== DIRECTIONS ==
Copy the records below character for character.

== Dataset entries ==
------------------------

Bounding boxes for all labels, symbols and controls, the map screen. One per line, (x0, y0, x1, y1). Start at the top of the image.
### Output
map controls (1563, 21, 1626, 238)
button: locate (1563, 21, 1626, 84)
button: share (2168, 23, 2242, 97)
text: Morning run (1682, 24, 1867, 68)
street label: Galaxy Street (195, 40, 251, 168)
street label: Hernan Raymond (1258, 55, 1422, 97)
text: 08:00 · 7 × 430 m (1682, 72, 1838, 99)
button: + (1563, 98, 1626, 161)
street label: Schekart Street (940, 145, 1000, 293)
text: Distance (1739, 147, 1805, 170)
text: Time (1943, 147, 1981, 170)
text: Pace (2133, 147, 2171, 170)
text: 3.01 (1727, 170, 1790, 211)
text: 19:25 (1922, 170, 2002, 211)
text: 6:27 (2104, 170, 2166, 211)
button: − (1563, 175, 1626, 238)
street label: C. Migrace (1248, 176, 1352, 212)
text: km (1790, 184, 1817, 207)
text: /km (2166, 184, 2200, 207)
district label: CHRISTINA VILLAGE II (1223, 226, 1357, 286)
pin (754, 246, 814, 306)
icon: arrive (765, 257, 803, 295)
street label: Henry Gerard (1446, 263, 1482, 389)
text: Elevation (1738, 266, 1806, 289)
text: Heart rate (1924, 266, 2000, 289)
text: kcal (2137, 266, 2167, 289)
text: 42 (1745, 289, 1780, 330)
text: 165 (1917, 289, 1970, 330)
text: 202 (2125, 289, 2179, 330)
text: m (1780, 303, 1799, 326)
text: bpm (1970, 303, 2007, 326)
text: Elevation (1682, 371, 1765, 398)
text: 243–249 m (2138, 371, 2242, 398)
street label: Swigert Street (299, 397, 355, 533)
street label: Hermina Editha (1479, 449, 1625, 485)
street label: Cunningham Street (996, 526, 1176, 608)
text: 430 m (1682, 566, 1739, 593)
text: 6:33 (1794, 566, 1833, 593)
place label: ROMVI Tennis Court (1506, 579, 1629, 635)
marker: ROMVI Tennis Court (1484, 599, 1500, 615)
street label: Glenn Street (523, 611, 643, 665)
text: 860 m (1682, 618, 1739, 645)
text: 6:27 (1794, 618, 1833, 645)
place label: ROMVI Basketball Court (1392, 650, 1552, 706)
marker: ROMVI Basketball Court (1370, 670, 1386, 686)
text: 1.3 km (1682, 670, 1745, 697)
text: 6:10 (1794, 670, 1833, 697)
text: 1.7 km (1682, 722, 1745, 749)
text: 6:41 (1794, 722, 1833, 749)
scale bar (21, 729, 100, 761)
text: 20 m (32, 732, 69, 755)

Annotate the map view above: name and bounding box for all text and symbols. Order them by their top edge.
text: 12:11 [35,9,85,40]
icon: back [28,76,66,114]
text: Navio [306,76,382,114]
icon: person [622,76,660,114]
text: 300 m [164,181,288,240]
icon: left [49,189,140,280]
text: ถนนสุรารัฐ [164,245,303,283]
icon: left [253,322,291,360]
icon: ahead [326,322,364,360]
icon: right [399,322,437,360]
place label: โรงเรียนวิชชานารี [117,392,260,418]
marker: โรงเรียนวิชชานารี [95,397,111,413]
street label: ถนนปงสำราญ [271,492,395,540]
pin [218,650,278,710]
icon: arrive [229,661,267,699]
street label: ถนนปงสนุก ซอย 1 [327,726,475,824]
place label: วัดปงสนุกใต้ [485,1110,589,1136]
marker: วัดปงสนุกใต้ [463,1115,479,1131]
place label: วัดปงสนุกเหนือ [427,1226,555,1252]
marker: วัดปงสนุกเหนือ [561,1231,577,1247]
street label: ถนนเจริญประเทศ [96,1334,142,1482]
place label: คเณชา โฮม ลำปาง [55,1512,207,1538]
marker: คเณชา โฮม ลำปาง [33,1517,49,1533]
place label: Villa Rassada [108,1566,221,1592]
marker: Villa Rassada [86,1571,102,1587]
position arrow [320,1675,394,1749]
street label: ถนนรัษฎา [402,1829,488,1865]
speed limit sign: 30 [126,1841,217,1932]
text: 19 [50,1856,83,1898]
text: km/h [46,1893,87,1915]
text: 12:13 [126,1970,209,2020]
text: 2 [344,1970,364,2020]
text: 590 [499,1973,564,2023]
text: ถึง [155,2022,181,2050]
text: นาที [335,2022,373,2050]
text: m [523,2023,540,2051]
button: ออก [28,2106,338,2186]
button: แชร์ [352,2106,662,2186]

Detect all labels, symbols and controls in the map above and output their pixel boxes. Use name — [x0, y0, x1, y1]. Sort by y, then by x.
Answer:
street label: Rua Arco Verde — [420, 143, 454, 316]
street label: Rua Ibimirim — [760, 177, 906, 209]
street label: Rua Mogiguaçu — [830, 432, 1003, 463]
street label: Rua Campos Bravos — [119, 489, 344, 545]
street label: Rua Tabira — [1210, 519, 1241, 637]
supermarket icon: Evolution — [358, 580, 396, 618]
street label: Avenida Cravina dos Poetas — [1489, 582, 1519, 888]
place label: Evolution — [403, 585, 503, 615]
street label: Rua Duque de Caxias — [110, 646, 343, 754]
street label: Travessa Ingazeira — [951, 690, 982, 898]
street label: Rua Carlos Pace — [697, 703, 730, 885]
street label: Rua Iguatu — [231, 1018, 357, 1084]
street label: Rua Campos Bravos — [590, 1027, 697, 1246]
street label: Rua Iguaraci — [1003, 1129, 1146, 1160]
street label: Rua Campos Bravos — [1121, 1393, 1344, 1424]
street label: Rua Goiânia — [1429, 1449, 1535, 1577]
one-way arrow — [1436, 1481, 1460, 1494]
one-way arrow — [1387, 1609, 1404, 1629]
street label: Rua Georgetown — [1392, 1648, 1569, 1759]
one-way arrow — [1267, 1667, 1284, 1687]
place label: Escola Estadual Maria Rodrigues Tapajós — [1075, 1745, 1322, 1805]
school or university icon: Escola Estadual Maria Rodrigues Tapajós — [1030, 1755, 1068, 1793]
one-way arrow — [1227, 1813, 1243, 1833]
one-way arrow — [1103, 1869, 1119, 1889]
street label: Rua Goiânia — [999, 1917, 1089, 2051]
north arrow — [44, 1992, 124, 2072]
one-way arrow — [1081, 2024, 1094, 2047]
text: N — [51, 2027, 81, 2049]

------------------------

== WRITTEN RESPONSE ==
Bounding boxes for all labels, symbols and controls, the map screen. One per line, (x0, y0, x1, y1). Start at the top of the image.
### Output
map controls (1563, 21, 1626, 238)
button: locate (1563, 21, 1626, 84)
button: share (2168, 23, 2242, 97)
text: Morning run (1682, 24, 1867, 68)
street label: Galaxy Street (195, 40, 251, 168)
street label: Hernan Raymond (1258, 55, 1422, 97)
text: 08:00 · 7 × 430 m (1682, 72, 1838, 99)
button: + (1563, 98, 1626, 161)
street label: Schekart Street (940, 145, 1000, 293)
text: Distance (1739, 147, 1805, 170)
text: Time (1943, 147, 1981, 170)
text: Pace (2133, 147, 2171, 170)
text: 3.01 (1727, 170, 1790, 211)
text: 19:25 (1922, 170, 2002, 211)
text: 6:27 (2104, 170, 2166, 211)
button: − (1563, 175, 1626, 238)
street label: C. Migrace (1248, 176, 1352, 212)
text: km (1790, 184, 1817, 207)
text: /km (2166, 184, 2200, 207)
district label: CHRISTINA VILLAGE II (1223, 226, 1357, 286)
pin (754, 246, 814, 306)
icon: arrive (765, 257, 803, 295)
street label: Henry Gerard (1446, 263, 1482, 389)
text: Elevation (1738, 266, 1806, 289)
text: Heart rate (1924, 266, 2000, 289)
text: kcal (2137, 266, 2167, 289)
text: 42 (1745, 289, 1780, 330)
text: 165 (1917, 289, 1970, 330)
text: 202 (2125, 289, 2179, 330)
text: m (1780, 303, 1799, 326)
text: bpm (1970, 303, 2007, 326)
text: Elevation (1682, 371, 1765, 398)
text: 243–249 m (2138, 371, 2242, 398)
street label: Swigert Street (299, 397, 355, 533)
street label: Hermina Editha (1479, 449, 1625, 485)
street label: Cunningham Street (996, 526, 1176, 608)
text: 430 m (1682, 566, 1739, 593)
text: 6:33 (1794, 566, 1833, 593)
place label: ROMVI Tennis Court (1506, 579, 1629, 635)
marker: ROMVI Tennis Court (1484, 599, 1500, 615)
street label: Glenn Street (523, 611, 643, 665)
text: 860 m (1682, 618, 1739, 645)
text: 6:27 (1794, 618, 1833, 645)
place label: ROMVI Basketball Court (1392, 650, 1552, 706)
marker: ROMVI Basketball Court (1370, 670, 1386, 686)
text: 1.3 km (1682, 670, 1745, 697)
text: 6:10 (1794, 670, 1833, 697)
text: 1.7 km (1682, 722, 1745, 749)
text: 6:41 (1794, 722, 1833, 749)
scale bar (21, 729, 100, 761)
text: 20 m (32, 732, 69, 755)

Annotate the map view above: name and bounding box for all text and symbols. Order them by their top edge.
text: 12:11 [35,9,85,40]
icon: back [28,76,66,114]
text: Navio [306,76,382,114]
icon: person [622,76,660,114]
text: 300 m [164,181,288,240]
icon: left [49,189,140,280]
text: ถนนสุรารัฐ [164,245,303,283]
icon: left [253,322,291,360]
icon: ahead [326,322,364,360]
icon: right [399,322,437,360]
place label: โรงเรียนวิชชานารี [117,392,260,418]
marker: โรงเรียนวิชชานารี [95,397,111,413]
street label: ถนนปงสำราญ [271,492,395,540]
pin [218,650,278,710]
icon: arrive [229,661,267,699]
street label: ถนนปงสนุก ซอย 1 [327,726,475,824]
place label: วัดปงสนุกใต้ [485,1110,589,1136]
marker: วัดปงสนุกใต้ [463,1115,479,1131]
place label: วัดปงสนุกเหนือ [427,1226,555,1252]
marker: วัดปงสนุกเหนือ [561,1231,577,1247]
street label: ถนนเจริญประเทศ [96,1334,142,1482]
place label: คเณชา โฮม ลำปาง [55,1512,207,1538]
marker: คเณชา โฮม ลำปาง [33,1517,49,1533]
place label: Villa Rassada [108,1566,221,1592]
marker: Villa Rassada [86,1571,102,1587]
position arrow [320,1675,394,1749]
street label: ถนนรัษฎา [402,1829,488,1865]
speed limit sign: 30 [126,1841,217,1932]
text: 19 [50,1856,83,1898]
text: km/h [46,1893,87,1915]
text: 12:13 [126,1970,209,2020]
text: 2 [344,1970,364,2020]
text: 590 [499,1973,564,2023]
text: ถึง [155,2022,181,2050]
text: นาที [335,2022,373,2050]
text: m [523,2023,540,2051]
button: ออก [28,2106,338,2186]
button: แชร์ [352,2106,662,2186]

Detect all labels, symbols and controls in the map above and output their pixel boxes. Use name — [x0, y0, x1, y1]. Sort by y, then by x.
Answer:
street label: Rua Arco Verde — [420, 143, 454, 316]
street label: Rua Ibimirim — [760, 177, 906, 209]
street label: Rua Mogiguaçu — [830, 432, 1003, 463]
street label: Rua Campos Bravos — [119, 489, 344, 545]
street label: Rua Tabira — [1210, 519, 1241, 637]
supermarket icon: Evolution — [358, 580, 396, 618]
street label: Avenida Cravina dos Poetas — [1489, 582, 1519, 888]
place label: Evolution — [403, 585, 503, 615]
street label: Rua Duque de Caxias — [110, 646, 343, 754]
street label: Travessa Ingazeira — [951, 690, 982, 898]
street label: Rua Carlos Pace — [697, 703, 730, 885]
street label: Rua Iguatu — [231, 1018, 357, 1084]
street label: Rua Campos Bravos — [590, 1027, 697, 1246]
street label: Rua Iguaraci — [1003, 1129, 1146, 1160]
street label: Rua Campos Bravos — [1121, 1393, 1344, 1424]
street label: Rua Goiânia — [1429, 1449, 1535, 1577]
one-way arrow — [1436, 1481, 1460, 1494]
one-way arrow — [1387, 1609, 1404, 1629]
street label: Rua Georgetown — [1392, 1648, 1569, 1759]
one-way arrow — [1267, 1667, 1284, 1687]
place label: Escola Estadual Maria Rodrigues Tapajós — [1075, 1745, 1322, 1805]
school or university icon: Escola Estadual Maria Rodrigues Tapajós — [1030, 1755, 1068, 1793]
one-way arrow — [1227, 1813, 1243, 1833]
one-way arrow — [1103, 1869, 1119, 1889]
street label: Rua Goiânia — [999, 1917, 1089, 2051]
north arrow — [44, 1992, 124, 2072]
one-way arrow — [1081, 2024, 1094, 2047]
text: N — [51, 2027, 81, 2049]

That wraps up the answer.